Librarian and bookseller Jorge Flores, 49, looks forward to voting for Milei for “cultural change.” He says the lawmaker’s emergence has lifted him spiritually. “Before he came along, an anarchist used to be an outcast who would be met with laughter,” he said. “But now, Milei is saying these things out loud: destroy the state, enter the system and blow it up from the inside.”
As president, Milei says, he would cut spending dramatically so he could reduce taxes. He would strengthen ties with the United States and other Western powers and draw support from allies who oppose the ideas of the left now rising in the region.
“Latin America has a way out only if it embraces ideas of liberty once again,” Milei told The Washington Post. He has said he would “cut off his own arm before raising taxes.”
Milei is perhaps the most radical member of a group of libertarians who made gains in 2021 midterm elections. It was the first time in decades that the limited-government philosophy drew sizable support, a surprise in a country long ruled by variants of left-wing Peronism.

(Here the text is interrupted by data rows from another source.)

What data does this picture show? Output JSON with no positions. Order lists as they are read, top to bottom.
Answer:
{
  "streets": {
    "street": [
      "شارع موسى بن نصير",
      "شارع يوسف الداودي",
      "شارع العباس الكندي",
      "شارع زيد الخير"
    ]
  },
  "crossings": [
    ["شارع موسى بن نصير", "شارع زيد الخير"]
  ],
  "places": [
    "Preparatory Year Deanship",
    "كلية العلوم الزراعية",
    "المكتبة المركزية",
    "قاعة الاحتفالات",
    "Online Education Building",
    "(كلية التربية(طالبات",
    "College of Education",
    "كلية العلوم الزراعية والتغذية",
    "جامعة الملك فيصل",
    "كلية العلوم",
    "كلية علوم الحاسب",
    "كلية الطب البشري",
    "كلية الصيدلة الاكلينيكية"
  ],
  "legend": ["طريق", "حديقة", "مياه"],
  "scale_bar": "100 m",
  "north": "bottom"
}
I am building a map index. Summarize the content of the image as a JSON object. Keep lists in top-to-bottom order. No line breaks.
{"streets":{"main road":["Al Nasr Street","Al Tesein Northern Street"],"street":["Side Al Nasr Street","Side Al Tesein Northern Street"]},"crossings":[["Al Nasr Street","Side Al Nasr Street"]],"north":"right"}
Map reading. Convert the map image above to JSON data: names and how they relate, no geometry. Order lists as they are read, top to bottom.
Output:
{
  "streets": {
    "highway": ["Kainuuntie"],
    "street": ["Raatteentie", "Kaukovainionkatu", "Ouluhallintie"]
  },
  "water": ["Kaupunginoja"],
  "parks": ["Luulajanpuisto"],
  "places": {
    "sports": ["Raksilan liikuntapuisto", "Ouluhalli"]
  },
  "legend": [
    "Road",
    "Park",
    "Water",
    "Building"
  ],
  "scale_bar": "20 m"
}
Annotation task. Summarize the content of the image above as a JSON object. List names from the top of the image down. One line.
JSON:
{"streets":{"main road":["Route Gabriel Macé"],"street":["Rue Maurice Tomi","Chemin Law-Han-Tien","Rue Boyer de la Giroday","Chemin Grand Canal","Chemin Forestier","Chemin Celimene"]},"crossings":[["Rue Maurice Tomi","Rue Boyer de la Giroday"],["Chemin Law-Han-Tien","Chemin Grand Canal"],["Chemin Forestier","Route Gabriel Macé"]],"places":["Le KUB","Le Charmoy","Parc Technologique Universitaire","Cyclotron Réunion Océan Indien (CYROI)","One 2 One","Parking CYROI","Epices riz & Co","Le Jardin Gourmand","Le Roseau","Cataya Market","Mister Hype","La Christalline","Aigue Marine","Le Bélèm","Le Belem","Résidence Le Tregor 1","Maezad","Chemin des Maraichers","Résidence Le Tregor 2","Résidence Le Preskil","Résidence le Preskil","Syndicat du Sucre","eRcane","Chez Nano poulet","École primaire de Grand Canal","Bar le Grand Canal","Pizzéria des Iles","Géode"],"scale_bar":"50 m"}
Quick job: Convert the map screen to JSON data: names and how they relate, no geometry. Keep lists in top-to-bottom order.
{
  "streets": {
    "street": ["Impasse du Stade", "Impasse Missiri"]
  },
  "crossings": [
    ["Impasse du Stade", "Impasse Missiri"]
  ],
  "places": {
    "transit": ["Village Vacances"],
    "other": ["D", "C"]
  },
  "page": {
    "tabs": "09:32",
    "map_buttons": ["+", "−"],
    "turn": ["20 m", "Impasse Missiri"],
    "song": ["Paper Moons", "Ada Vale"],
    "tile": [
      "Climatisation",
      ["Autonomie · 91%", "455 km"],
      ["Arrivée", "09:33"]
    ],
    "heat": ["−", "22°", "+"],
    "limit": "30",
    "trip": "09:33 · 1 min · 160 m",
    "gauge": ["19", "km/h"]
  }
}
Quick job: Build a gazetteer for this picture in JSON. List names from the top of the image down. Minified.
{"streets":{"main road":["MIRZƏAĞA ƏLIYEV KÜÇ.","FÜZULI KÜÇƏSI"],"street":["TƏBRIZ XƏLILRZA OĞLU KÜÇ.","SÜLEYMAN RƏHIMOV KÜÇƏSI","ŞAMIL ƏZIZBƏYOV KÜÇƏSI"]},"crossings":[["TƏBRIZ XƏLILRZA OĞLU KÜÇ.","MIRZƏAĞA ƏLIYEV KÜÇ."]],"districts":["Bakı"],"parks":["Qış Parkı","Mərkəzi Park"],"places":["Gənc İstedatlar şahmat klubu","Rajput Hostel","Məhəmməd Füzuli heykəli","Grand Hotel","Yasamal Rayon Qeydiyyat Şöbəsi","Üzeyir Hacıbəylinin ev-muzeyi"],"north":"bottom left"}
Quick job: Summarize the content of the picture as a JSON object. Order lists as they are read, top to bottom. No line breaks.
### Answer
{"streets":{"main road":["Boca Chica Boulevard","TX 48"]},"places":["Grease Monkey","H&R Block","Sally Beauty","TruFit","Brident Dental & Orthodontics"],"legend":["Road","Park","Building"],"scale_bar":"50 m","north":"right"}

For publicist Thomas Finsterbusch, 42, it’s the only solution. “Many people believe that the state has to take care of everything,” he said. “But in the end, all it does is step on our heads with all its weight. It is time for a counterrevolution.”
Milei’s rise has been aided by widespread feelings of pessimism and apathy. The country has completed a deal with the International Monetary Fund to avert the latest in a series of defaults, but monthly inflation of 6.7 percent in March suggests that price pressures are only worsening. Polls indicate majorities of Argentines think the economy will be worse a year from now and expect their children to be worse off in the future.
“Today, Milei is a repository of people’s frustrations,” said Mariel Fornoni, the director of the Buenos Aires polling firm Management & Fit. “Expectations are incredibly low. Every single political leader that we measure has a very bad public image, and that is something that I’ve never seen in ages.”
Milei has drawn support from across the political spectrum — even among low-income Argentines, who traditionally have been a reliable base for the Peronistas. In Barrio Padre Mugica, a shantytown in Buenos Aires, his Freedom Advances coalition drew as much as 17.2 percent support last year.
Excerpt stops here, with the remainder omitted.